▶ [About this exercise]
Which lines of the data contain the string "building"? Show each of them.

▶ [Supplied data]

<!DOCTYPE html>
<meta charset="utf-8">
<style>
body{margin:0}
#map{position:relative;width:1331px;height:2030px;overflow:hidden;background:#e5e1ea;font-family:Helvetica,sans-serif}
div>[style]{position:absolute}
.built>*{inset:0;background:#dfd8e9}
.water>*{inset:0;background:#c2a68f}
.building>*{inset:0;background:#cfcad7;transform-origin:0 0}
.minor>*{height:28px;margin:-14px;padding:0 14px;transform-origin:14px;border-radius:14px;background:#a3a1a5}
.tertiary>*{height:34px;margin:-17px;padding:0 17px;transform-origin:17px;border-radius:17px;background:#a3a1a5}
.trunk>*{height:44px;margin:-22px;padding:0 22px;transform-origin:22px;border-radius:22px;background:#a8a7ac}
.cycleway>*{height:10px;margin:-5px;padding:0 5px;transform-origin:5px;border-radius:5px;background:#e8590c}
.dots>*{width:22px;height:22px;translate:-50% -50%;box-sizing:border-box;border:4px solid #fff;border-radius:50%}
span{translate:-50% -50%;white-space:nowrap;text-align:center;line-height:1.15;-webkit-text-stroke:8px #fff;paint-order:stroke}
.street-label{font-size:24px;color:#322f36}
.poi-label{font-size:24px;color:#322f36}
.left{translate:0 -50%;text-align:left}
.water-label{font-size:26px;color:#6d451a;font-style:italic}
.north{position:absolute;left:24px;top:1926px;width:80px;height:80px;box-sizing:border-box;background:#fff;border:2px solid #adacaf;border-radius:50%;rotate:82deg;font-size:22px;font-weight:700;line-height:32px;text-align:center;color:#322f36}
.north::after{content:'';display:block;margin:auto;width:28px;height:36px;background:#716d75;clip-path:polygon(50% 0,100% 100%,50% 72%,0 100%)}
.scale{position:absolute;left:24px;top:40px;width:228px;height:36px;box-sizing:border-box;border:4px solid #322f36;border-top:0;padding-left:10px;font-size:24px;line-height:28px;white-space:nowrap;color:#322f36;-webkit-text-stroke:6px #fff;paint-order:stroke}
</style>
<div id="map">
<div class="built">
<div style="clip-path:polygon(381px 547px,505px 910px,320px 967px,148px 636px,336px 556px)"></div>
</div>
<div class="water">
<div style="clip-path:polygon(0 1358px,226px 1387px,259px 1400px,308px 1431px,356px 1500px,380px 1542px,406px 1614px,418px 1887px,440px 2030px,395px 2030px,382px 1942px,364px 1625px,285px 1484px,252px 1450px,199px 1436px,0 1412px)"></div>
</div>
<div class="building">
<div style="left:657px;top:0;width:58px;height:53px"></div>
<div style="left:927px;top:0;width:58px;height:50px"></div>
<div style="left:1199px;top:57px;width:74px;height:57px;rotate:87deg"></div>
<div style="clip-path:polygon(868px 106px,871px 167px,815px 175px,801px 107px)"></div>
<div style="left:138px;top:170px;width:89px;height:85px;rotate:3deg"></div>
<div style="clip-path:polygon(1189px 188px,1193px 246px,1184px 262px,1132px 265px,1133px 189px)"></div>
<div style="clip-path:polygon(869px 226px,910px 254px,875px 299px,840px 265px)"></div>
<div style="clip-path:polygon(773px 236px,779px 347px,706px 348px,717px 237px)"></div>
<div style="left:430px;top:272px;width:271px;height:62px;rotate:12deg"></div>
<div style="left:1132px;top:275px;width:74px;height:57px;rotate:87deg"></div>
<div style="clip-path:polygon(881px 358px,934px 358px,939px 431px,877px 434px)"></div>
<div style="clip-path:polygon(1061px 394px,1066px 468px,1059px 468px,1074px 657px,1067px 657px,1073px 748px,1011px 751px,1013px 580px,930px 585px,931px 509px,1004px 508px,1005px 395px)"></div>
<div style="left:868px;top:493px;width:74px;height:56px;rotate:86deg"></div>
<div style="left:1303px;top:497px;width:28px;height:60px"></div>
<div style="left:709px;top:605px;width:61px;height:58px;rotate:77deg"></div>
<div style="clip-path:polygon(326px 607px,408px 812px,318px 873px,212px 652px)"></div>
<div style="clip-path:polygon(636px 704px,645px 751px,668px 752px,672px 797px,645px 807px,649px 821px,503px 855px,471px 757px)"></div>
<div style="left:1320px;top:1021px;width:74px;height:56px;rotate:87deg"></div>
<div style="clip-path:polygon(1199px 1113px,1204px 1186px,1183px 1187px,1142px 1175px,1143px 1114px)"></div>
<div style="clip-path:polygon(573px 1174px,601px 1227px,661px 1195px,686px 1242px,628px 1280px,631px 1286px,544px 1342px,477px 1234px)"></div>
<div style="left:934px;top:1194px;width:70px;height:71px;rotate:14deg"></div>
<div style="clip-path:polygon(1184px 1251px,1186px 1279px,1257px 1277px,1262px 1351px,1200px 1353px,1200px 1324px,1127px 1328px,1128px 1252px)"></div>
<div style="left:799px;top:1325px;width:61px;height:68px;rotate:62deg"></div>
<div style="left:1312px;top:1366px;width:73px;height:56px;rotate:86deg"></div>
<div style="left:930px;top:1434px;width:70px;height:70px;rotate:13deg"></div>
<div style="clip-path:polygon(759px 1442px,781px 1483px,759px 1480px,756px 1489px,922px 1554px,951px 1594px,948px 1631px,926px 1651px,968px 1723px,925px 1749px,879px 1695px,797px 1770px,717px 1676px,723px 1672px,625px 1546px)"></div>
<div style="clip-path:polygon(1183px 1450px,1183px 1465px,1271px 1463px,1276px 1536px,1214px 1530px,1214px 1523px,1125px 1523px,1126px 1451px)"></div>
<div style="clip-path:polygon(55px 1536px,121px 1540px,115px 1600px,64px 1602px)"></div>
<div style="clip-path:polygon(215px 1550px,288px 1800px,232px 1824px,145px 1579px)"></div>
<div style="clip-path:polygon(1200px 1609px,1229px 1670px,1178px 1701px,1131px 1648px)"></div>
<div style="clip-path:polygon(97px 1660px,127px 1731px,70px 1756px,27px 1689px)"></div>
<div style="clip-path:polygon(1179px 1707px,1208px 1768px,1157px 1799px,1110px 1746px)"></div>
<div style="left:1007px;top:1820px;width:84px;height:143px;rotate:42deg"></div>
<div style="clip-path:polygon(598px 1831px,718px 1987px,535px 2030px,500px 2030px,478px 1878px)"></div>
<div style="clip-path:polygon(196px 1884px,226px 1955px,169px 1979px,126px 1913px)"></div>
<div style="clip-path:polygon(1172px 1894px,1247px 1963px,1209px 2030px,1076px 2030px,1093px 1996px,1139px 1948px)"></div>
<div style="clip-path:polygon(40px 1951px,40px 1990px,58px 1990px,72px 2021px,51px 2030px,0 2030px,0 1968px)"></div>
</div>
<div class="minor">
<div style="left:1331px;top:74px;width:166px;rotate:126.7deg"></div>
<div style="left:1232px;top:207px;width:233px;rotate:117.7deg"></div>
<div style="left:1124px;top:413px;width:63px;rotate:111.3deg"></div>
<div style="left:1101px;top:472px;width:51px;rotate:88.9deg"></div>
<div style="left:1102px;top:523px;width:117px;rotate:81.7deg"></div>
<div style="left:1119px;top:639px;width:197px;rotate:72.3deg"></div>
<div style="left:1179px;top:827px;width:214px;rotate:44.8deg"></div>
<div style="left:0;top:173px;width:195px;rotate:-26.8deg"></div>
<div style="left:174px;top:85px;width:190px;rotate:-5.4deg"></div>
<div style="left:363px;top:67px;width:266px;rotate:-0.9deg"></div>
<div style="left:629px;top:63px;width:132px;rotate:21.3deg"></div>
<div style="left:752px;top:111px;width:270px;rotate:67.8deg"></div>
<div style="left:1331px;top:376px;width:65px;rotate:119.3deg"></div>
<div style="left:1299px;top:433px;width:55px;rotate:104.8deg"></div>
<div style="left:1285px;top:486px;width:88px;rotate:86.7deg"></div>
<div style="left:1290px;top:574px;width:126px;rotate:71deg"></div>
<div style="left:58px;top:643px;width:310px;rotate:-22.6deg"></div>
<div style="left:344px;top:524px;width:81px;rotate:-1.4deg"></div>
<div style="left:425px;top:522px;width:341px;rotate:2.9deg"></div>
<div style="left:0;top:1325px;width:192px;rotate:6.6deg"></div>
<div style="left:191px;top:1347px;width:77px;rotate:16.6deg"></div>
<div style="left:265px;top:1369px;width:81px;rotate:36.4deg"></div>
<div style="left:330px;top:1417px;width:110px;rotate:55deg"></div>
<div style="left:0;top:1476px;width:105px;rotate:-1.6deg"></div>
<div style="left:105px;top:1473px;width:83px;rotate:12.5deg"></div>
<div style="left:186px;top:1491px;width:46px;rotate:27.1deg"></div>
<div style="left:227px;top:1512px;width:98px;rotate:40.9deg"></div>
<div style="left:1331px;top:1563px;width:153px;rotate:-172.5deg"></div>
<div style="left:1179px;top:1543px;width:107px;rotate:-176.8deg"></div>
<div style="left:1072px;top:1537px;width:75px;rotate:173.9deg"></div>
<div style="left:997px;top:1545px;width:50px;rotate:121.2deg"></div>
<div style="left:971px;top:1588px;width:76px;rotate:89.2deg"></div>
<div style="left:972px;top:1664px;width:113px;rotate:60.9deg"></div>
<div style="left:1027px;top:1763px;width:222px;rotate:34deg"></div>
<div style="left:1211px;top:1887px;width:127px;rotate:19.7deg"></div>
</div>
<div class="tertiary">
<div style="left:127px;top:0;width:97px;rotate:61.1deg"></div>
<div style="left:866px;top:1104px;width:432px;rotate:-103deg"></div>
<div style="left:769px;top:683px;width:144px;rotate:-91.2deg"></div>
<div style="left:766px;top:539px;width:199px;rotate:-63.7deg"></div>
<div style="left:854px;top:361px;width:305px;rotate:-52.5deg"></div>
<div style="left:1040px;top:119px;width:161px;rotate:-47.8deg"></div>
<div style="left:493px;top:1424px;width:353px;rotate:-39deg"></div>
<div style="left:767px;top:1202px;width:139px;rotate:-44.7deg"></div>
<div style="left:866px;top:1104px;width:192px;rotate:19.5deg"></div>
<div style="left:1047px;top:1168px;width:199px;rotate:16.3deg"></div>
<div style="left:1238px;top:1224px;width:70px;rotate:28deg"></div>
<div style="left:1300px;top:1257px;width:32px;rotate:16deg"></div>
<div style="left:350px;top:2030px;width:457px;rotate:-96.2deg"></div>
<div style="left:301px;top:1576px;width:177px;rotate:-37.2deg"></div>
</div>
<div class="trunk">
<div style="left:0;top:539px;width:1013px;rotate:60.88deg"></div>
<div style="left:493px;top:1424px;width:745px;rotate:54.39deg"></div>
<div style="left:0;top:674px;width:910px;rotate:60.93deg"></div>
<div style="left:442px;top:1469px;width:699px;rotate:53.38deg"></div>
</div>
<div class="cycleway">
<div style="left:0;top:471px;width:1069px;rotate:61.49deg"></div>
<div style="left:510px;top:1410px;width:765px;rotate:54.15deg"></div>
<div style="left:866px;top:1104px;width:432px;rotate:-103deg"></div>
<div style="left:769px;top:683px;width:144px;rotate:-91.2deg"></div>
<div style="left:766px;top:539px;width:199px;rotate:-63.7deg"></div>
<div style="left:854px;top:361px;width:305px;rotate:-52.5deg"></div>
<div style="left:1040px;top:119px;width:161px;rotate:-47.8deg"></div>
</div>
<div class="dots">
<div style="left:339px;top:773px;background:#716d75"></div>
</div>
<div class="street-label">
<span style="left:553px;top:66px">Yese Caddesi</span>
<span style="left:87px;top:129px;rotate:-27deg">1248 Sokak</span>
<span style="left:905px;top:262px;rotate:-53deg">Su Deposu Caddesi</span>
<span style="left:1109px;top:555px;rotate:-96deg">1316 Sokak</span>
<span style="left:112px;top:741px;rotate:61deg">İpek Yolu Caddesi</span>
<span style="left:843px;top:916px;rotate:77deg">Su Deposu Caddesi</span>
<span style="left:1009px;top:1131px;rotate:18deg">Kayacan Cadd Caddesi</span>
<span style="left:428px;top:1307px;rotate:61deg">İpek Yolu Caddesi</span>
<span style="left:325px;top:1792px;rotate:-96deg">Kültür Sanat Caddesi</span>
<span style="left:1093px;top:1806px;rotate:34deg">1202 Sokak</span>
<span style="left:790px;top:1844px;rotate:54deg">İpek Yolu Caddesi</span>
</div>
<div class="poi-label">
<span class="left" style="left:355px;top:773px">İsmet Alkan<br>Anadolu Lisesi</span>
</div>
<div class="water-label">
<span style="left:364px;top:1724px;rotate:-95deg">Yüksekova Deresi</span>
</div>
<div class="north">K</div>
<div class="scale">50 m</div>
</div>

▶ [Task response]
.building>*{inset:0;background:#cfcad7;transform-origin:0 0}
<div class="building">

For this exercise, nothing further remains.